Além da obrigação de identificar os anúncios, a decisão proíbe a divulgação de campanhas que prometam lucros fixos ou garantidos aos apostadores. Também ficam vedados conteúdos que apresentem as apostas como fonte de renda, alternativa ao emprego ou solução para problemas financeiros, assim como mensagens que possam transmitir a ideia de que não existe risco de perder dinheiro.
A decisão judicial é resultado de um recurso apresentado pelo Ministério Público após um pedido anterior para retirar as publicações ter sido negado. Na ocasião, a Justiça entendeu que não havia elementos suficientes para comprovar a urgência e a existência de risco coletivo que justificassem a medida.
No novo recurso, o MPDFT apresentou, entre outros elementos, o contrato firmado com a empresa Blaze e informações obtidas durante a investigação. Para o órgão, os novos documentos demonstraram a necessidade de uma intervenção judicial urgente para impedir a continuidade das publicações.
O Ministério Público também ampliou o valor da indenização solicitada no processo.

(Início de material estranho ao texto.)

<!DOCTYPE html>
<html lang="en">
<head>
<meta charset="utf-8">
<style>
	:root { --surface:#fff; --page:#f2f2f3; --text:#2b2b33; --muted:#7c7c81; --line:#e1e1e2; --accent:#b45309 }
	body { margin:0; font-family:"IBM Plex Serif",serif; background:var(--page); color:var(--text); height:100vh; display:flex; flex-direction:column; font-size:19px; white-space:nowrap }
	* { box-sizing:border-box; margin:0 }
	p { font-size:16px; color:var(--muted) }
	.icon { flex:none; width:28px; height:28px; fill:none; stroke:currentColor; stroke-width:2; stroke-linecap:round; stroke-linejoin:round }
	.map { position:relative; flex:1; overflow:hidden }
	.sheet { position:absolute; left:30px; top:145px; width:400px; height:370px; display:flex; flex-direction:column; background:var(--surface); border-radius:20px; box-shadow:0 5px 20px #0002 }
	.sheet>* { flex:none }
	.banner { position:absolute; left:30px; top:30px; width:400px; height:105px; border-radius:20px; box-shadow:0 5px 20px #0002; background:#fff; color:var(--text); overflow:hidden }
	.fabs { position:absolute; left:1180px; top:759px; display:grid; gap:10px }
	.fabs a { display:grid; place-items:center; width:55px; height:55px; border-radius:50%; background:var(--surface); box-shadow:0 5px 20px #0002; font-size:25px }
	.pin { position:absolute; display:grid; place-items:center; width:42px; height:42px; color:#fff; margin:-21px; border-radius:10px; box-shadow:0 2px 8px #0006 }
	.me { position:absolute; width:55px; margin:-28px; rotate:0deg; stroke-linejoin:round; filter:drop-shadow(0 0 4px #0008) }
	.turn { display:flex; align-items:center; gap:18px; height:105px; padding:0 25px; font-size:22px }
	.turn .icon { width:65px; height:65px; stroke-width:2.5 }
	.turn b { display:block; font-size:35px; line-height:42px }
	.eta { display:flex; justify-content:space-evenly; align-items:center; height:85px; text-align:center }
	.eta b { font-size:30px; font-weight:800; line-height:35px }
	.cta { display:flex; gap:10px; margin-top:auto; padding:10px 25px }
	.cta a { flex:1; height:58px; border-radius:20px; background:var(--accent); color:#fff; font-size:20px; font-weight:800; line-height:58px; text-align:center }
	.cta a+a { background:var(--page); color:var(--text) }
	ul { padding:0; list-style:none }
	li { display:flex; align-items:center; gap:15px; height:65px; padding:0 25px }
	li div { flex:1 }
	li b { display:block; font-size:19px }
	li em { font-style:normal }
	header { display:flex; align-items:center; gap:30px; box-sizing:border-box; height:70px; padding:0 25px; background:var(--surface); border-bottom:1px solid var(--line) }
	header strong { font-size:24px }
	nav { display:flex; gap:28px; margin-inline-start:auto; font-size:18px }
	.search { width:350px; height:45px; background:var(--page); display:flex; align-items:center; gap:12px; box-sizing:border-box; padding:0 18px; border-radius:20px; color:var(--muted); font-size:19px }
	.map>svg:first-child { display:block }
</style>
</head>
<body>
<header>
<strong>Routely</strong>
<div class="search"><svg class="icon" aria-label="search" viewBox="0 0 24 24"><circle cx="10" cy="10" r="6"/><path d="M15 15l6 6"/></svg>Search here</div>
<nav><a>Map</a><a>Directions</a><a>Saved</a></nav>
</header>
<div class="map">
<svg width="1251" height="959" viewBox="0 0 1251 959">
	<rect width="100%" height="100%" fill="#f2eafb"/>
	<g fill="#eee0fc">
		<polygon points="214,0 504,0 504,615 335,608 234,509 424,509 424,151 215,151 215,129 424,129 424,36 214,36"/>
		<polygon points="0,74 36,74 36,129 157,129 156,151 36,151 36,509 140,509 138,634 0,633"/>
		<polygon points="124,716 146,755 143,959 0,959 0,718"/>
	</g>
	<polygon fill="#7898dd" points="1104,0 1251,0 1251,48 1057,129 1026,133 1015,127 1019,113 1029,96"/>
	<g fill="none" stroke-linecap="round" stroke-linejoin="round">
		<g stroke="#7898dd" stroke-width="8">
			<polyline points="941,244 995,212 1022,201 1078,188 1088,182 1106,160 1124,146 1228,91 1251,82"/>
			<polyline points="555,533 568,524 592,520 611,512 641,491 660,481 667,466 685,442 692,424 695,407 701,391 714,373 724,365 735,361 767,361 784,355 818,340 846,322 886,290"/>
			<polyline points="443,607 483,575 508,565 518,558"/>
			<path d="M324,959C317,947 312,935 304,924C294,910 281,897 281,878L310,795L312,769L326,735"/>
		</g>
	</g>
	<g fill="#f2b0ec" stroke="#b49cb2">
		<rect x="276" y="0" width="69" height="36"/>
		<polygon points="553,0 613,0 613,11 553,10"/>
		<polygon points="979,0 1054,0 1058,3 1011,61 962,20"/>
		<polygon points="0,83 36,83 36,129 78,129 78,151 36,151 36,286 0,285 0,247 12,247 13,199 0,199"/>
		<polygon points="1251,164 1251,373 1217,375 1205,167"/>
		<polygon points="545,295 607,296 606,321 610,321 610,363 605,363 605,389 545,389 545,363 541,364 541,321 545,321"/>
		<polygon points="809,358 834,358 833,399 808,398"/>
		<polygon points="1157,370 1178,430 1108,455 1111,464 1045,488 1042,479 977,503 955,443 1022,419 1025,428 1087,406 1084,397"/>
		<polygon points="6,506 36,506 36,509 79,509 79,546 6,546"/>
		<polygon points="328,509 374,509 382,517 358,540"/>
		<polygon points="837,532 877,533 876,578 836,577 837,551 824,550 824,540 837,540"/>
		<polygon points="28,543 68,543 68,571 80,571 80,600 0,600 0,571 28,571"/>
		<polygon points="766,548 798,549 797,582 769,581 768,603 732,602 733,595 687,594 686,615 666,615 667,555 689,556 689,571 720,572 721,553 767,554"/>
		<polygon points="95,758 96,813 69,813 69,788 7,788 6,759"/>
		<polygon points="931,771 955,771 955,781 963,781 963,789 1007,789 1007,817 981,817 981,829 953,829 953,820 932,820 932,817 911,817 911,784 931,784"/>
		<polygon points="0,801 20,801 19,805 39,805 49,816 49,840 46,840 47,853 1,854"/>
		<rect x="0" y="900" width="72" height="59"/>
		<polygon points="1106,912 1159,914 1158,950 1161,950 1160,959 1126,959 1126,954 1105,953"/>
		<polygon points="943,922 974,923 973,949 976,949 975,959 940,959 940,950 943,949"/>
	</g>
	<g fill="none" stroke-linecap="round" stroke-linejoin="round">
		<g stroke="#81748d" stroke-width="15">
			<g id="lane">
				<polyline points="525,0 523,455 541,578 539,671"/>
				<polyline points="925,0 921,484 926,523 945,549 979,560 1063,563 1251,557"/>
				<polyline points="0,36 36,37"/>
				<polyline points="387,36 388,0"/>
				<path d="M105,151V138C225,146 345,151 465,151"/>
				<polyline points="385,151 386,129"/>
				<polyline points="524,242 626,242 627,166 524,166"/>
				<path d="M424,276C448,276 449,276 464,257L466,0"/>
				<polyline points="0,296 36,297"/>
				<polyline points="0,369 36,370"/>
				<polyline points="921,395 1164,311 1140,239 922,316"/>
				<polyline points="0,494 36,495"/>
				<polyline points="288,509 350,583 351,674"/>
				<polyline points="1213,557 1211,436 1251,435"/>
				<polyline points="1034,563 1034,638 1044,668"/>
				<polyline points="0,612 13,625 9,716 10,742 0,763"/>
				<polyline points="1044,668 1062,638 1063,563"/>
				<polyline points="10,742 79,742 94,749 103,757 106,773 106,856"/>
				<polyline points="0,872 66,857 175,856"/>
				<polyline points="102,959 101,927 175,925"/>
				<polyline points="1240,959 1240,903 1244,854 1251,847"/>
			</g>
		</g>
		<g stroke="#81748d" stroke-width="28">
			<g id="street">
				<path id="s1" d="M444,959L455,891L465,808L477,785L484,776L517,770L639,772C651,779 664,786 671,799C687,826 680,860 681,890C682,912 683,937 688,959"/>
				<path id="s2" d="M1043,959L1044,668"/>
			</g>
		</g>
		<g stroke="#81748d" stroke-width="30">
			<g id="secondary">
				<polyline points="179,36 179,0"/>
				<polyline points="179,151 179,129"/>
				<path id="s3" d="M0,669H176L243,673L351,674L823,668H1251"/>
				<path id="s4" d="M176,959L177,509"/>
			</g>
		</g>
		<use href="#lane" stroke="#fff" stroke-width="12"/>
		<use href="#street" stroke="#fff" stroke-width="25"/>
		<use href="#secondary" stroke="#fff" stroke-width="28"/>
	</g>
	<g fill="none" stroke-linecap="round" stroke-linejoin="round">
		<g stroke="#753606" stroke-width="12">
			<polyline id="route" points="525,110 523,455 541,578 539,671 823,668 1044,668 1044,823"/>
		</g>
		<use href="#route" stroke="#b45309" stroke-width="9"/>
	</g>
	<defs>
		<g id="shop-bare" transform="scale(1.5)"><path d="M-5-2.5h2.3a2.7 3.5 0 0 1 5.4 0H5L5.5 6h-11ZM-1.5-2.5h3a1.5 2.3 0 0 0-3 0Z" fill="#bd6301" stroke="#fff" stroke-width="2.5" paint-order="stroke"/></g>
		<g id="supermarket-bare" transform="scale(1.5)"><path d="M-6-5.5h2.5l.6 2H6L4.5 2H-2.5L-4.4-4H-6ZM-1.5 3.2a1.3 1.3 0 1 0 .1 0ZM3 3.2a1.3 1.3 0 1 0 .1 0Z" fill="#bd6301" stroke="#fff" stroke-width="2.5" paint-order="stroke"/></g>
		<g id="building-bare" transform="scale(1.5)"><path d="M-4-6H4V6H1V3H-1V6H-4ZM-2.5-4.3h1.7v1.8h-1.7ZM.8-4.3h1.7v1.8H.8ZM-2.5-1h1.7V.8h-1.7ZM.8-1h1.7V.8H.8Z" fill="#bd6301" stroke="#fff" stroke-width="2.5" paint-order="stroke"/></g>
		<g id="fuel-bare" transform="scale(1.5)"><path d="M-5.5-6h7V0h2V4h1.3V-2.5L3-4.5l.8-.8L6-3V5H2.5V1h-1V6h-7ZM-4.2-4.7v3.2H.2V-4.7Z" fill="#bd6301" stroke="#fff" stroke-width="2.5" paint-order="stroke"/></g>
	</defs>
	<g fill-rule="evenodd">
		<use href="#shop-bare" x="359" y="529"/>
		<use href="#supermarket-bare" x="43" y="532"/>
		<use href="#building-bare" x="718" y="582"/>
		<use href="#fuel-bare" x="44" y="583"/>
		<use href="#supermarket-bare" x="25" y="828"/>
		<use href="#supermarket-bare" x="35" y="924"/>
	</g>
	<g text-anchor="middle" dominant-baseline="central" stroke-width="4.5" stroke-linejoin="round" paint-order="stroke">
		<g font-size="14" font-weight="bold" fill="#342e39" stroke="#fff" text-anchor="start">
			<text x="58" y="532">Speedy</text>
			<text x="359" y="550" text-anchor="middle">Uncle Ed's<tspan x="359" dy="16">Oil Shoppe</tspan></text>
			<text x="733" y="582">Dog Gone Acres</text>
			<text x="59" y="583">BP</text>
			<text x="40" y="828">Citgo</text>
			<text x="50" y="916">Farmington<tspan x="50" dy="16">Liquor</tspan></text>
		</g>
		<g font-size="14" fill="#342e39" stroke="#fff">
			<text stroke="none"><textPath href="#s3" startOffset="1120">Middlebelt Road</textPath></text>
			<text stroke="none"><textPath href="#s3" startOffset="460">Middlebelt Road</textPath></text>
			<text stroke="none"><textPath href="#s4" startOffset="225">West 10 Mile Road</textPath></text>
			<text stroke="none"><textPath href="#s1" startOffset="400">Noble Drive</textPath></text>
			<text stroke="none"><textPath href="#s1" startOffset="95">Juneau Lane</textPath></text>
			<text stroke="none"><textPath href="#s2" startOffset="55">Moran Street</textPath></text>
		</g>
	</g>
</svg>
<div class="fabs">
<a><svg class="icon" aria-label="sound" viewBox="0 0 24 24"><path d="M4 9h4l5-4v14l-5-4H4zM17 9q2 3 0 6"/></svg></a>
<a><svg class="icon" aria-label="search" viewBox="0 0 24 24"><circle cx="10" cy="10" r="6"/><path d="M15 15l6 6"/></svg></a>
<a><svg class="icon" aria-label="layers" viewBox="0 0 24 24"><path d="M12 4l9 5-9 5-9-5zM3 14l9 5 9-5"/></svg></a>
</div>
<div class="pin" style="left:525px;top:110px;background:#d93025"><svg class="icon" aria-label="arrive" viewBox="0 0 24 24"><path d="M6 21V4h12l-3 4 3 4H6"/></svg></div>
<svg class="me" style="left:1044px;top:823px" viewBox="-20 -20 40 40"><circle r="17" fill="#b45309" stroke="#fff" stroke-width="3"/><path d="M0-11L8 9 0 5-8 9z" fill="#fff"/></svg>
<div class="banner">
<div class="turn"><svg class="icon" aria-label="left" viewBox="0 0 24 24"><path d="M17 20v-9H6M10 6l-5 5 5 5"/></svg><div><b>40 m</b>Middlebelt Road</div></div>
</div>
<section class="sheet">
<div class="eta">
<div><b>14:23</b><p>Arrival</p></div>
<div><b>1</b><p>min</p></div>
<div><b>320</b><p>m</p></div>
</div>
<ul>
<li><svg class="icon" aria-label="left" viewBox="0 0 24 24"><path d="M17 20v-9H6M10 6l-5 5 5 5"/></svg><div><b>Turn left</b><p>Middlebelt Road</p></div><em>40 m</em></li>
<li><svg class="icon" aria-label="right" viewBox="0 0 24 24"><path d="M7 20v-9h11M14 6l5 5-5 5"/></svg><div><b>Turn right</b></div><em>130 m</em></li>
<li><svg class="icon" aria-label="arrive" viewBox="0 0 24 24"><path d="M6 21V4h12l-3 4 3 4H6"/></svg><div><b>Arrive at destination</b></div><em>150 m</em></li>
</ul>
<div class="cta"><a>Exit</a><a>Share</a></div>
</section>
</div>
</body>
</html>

O pedido passou a ser de R$ 380 milhões, a serem pagos por Virgínia Fonseca e pela plataforma Blaze a apostadores que, segundo a investigação, teriam sofrido prejuízos financeiros sem saber que estavam sendo expostos a conteúdos de publicidade paga.
Procurada, a assessoria de Virgínia Fonseca informou que ainda não havia tido acesso ao conteúdo da decisão e que, após analisar o documento, deverá se manifestar sobre o caso.
A Blaze, por sua vez, não se pronunciou especificamente sobre a decisão mais recente. Em manifestações anteriores, a plataforma afirmou que colabora com as investigações e que mantém compromisso com a ética e a responsabilidade no ambiente digital.